* _WORK TO BE COMPLETED_
Number of lines below with the word "roads": state it and write nothing more.

Stored data entries
=== Section Start ===

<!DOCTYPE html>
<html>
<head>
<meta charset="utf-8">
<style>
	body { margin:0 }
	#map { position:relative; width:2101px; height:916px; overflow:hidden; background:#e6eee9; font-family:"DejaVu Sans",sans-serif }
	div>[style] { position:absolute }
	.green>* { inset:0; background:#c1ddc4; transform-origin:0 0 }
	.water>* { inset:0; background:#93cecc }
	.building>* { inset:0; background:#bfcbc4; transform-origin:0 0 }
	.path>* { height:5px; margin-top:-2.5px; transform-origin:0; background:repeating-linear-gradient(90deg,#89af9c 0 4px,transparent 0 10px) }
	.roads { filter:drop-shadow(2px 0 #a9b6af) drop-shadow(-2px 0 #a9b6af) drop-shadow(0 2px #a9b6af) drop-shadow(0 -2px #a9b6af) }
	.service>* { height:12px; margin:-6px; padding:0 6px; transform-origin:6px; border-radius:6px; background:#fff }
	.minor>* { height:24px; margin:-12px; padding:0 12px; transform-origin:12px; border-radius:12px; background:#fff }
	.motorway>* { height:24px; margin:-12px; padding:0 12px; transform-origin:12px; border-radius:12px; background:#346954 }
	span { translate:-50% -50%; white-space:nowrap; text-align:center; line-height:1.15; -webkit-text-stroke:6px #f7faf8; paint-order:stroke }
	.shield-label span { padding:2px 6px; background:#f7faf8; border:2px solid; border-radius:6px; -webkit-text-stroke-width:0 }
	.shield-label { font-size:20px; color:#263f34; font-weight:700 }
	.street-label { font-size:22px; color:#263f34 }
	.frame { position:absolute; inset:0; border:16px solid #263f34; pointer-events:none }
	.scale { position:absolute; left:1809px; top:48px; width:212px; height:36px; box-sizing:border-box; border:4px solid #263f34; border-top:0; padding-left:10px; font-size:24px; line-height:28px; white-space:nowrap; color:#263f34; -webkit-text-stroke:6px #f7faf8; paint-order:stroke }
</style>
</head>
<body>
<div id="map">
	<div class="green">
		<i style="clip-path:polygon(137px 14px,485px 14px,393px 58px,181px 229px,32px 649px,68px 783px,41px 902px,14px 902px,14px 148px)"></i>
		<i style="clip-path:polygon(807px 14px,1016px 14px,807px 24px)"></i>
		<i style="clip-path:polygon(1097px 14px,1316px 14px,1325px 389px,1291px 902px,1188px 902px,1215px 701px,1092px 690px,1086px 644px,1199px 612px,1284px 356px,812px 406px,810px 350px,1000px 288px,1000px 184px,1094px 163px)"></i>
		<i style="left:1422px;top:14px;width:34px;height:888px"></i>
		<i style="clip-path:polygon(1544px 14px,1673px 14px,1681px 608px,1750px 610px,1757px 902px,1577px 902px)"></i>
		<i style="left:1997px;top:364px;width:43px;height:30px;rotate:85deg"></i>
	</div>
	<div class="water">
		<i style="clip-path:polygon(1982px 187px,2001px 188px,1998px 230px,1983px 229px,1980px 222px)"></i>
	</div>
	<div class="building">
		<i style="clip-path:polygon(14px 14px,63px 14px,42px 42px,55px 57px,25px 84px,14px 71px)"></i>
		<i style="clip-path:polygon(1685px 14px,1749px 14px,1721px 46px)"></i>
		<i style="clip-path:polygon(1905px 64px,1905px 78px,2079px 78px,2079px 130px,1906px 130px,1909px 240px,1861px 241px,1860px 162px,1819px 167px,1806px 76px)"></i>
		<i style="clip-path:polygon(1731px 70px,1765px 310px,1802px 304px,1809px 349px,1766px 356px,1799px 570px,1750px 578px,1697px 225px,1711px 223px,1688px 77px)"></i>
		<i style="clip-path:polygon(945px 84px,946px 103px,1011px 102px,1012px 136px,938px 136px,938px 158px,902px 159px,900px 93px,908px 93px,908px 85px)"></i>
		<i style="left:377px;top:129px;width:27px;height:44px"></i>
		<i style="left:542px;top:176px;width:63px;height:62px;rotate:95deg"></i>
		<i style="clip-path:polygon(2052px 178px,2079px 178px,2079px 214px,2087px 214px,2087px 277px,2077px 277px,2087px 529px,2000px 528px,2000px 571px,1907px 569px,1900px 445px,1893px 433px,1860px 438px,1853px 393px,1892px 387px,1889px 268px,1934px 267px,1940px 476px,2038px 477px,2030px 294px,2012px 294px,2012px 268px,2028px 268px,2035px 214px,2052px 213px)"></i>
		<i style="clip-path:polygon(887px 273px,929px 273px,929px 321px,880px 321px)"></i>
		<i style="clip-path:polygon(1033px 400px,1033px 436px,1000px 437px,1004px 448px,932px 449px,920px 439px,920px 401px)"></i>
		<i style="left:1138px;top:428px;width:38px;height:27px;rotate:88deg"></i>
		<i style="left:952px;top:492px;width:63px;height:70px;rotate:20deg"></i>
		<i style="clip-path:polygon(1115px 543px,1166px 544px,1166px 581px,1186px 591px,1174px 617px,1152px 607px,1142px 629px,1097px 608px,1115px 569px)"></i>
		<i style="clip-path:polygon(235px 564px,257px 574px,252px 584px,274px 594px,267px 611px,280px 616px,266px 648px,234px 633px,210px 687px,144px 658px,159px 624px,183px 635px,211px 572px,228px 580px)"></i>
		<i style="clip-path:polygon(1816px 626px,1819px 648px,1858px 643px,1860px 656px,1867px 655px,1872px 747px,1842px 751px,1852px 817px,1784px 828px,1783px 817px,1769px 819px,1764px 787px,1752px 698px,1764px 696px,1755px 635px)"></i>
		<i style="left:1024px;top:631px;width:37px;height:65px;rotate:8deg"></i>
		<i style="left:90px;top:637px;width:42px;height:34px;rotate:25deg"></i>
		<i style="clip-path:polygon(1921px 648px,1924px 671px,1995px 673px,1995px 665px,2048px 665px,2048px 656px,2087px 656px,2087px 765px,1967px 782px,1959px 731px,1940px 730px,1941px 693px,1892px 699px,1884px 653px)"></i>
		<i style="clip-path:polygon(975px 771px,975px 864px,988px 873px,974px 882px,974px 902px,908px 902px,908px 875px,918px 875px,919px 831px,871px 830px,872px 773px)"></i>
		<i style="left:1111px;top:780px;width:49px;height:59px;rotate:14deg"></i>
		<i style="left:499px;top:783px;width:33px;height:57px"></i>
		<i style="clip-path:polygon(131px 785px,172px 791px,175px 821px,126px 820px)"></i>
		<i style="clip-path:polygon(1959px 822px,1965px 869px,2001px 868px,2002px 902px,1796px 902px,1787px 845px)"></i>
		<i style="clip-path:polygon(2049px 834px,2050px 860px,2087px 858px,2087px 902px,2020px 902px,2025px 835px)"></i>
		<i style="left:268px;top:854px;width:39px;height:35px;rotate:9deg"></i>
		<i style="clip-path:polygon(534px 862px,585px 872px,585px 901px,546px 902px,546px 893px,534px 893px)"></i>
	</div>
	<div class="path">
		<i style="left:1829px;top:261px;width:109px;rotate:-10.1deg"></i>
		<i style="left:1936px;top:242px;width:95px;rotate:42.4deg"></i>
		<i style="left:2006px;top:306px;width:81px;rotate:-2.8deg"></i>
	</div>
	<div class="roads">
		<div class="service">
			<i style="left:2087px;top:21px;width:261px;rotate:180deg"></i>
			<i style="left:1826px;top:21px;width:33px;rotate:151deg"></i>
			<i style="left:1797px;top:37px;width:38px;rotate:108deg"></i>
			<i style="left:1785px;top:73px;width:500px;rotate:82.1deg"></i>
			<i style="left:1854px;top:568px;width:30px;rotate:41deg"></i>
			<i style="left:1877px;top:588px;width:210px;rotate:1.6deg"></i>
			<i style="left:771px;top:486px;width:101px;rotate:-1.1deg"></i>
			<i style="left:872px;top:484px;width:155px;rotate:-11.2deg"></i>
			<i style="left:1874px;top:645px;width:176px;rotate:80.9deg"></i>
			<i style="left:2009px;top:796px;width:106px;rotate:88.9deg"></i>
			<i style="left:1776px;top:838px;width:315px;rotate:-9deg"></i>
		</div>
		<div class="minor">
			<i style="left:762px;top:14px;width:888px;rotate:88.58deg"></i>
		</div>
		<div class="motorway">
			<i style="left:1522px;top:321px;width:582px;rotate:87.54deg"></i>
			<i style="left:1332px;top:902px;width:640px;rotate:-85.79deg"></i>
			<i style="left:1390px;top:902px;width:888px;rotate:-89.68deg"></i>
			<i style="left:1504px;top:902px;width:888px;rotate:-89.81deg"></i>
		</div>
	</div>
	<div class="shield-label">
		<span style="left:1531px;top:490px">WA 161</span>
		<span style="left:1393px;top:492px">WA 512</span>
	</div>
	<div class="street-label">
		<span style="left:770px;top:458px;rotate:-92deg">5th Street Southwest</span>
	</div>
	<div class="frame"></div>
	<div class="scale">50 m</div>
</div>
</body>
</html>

=== Section End ===

* _EXERCISE OUTPUT_
2